Formed in 1977 by a Belgian priest in Rwanda’s southern province, Gatagara is located in a small but picturesque workshop in the district of Nyanza. Often considered the cradle of Rwanda’s heritage, Nyanza is nestled east of a large lake that provides artisans with the natural materials they need to practice traditional craft techniques. The 11 cooperative members of Gatagara may span two different generations, but they have worked together as a cohesive and committed group since 2012 to create beautiful and unique ceramic pieces.
Umutako’s pottery workshop sits atop a small plot of land in Rwanda’s Nyarugenge District outside Kigali. The 15-member cooperative sources raw materials from the surrounding hillsides and sells their products locally at a shop in Kigali with other craftspeople.
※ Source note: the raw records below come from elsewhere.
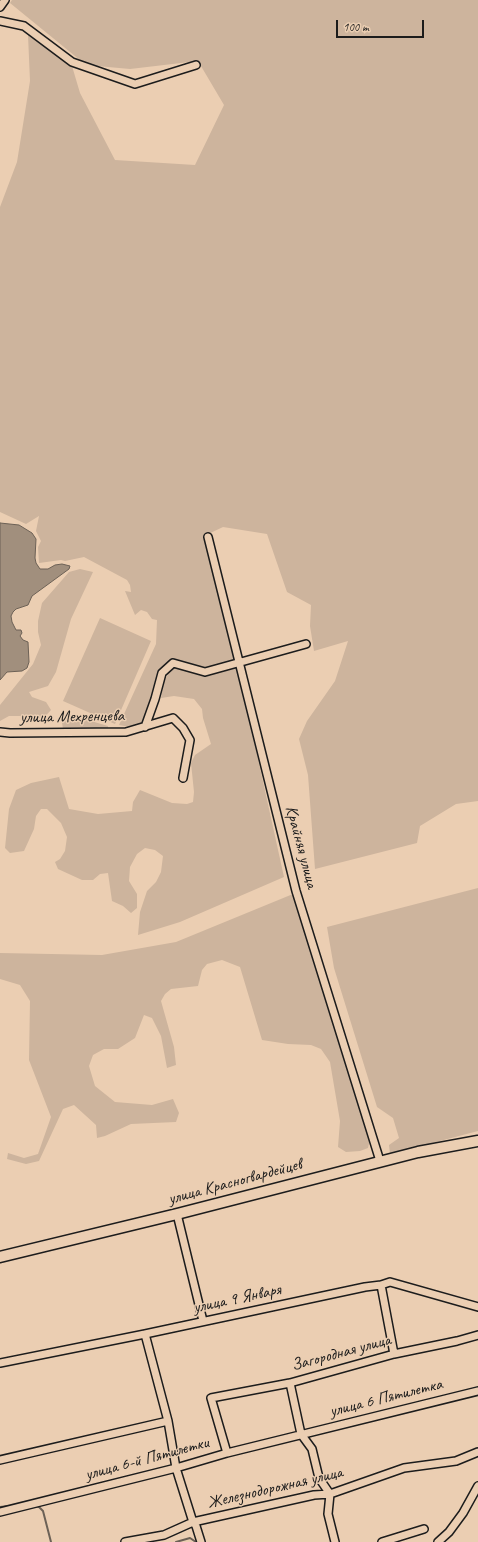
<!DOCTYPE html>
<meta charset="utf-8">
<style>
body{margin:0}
#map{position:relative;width:478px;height:1542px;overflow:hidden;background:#ebceb2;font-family:Caveat,sans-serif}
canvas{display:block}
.scale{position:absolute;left:336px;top:20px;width:88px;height:18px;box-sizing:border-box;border:2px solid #1c1c1c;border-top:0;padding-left:5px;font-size:12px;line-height:14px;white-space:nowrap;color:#1c1c1c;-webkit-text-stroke:3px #ebceb2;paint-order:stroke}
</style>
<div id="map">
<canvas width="478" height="1542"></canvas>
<div class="scale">100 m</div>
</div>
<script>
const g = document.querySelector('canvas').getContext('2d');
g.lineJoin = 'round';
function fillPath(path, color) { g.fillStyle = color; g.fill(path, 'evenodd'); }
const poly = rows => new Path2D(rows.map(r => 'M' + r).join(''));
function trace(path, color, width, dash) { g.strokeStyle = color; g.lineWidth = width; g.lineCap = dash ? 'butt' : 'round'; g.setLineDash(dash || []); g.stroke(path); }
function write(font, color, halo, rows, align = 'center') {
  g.font = font + ' Caveat,sans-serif'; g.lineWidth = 3; g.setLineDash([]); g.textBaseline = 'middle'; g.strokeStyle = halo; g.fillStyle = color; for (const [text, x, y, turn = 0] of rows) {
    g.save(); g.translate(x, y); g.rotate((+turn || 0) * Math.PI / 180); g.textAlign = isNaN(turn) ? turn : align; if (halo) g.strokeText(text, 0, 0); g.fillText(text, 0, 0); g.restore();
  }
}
fillPath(poly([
 [12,0,478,0,478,801,456,804,420,826,417,843,315,869,308,775,299,739,307,721,335,681,348,641,314,651,310,626,311,605,287,592,267,534,223,527,204,536,236,660,205,669,172,659,160,672,150,704,141,724,130,727,119,725,156,644,157,620,152,619,147,612,141,610,135,615,125,591,131,592,130,585,127,580,84,557,65,561,61,560,39,563,38,547,41,541,36,531,39,516,26,524,0,512,0,207,17,162,30,81,28,35,72,66,80,93,115,160,195,165,224,105,198,61,130,69,86,65,10,3],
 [80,569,93,572,71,619,56,672,48,686,29,692,32,697,46,702,51,710,40,722,20,716,9,716,0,721,0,705,33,664,41,645,38,632,38,621,42,603,69,572],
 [100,618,151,641,115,724,63,701],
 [172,668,182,668,204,676,238,668,284,877,180,922,138,935,140,912,147,891,156,882,161,872,163,856,155,850,145,848,137,854,130,867,129,881,137,894,137,908,131,913,123,906,112,901,108,873,100,874,93,880,82,880,58,869,55,862,60,859,65,851,67,837,61,823,47,809,41,809,36,816,34,829,24,851,10,853,5,848,9,809,16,790,31,783,59,777,69,809,98,814,132,811,133,802,140,790,172,803,187,804,193,802,194,792,191,763,195,755,211,744,203,718,202,709,194,699,174,696,161,698,164,681],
 [67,714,108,726,108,730,63,729,61,716],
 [478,888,478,1131,390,1154,389,1145,399,1138,393,1118,377,1107,334,968,327,927],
 [293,894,370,1139,368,1148,360,1151,346,1152,338,1147,340,1121,330,1062,321,1049,311,1045,288,1044,262,1040,240,967,222,960,207,964,202,970,198,986,171,989,165,994,161,1001,174,1047,176,1065,167,1068,161,1036,152,1018,144,1015,135,1038,118,1049,104,1049,93,1055,89,1066,95,1086,115,1102,152,1105,173,1099,179,1113,176,1122,131,1124,105,1136,97,1138,96,1125,74,1105,63,1109,39,1161,26,1164,7,1159,8,1153,24,1158,38,1154,51,1117,29,1060,30,1001,20,985,0,979,0,953,102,955,176,942]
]), '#cdb49d');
const water = poly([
 [0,523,19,525,32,533,36,539,35,558,36,563,40,569,48,569,55,565,62,564,70,566,69,569,32,596,28,605,16,609,13,612,11,616,12,622,16,630,21,630,22,633,20,636,23,640,28,642,29,662,27,668,22,671,7,672,0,680,0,523]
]);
fillPath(water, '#a18f7d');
trace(water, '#6c6156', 1);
trace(poly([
 [36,1506,39,1507,43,1511,51,1542],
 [0,1507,9,1506],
 [446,1531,461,1510],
 [176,1542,190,1538,196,1542]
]), '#6c6156', 2);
const street = poly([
 [0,7,5,0],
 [0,21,24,26,72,62,135,84,196,65],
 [208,537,296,891,380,1161],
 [145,727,155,699,162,673,173,663,205,672,306,644],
 [0,732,10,733,126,732,173,718,183,728,190,740,183,778],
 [177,1214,203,1321],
 [381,1285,394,1354],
 [145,1334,168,1421,176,1468,192,1519,196,1526,201,1542],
 [0,1363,145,1334,365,1287,381,1285,390,1282,478,1307],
 [290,1383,301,1434,312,1449,319,1478,330,1494,328,1514,335,1542],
 [227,1453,211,1398,290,1383,394,1354,457,1341,478,1335],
 [0,1460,168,1421],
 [0,1512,176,1468,227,1453,478,1391],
 [125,1542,164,1535,193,1522,314,1495,330,1494,404,1468,456,1461,478,1452],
 [382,1542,424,1529],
 [438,1542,449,1532,463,1513,478,1486]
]);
const secondary = poly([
 [0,1257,177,1214,418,1152,478,1141]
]);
trace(street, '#1c1c1c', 10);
trace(secondary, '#1c1c1c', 13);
trace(street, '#ebceb2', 7);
trace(secondary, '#ebceb2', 10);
write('17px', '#1c1c1c', '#ebceb2', [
 ["улица Мехренцева",72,717,-1],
 ["Крайняя улица",301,847,75],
 ["улица Красногвардейцев",235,1182,-15],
 ["улица 9 Января",237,1299,-12],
 ["Загородная улица",341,1353,-15],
 ["улица 6 Пятилетка",386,1398,-14],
 ["улица 6-й Пятилетки",147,1459,-15],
 ["Железнодорожная улица",275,1488,-13]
]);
</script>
The art of pottery-making in Rwanda is deeply tied to the country’s natural resources and local materials. The artisans begin by sourcing and preparing a mixture of sand, gravel, limestone, and water in a large basin and slowly using a hoe to remove dirt and excess material. When they finish preparing the mixture, the artisans hand cast the pieces into different shapes. After molding and shaping the product, the artisans let the clay dry for 2-3 weeks depending on the season before baking them in a hot kiln.
Once they remove the products from the kiln, the artisans apply glaze and paint made from natural dyes. They grind various stones, pieces of pottery, and natural grasses to create a variety of colored powders. One ceramic piece can incorporate up to 11 different types of dyes!
After painting the pieces, the artisans bake them again in an even hotter kiln to create a glossy, polished collection of products.
From design to finished product, each piece in our ceramics collection takes about one month to complete. It is our belief that the distinctive, time-honored quality of each piece of pottery makes this collection a unique and timeless handcrafted addition to your home.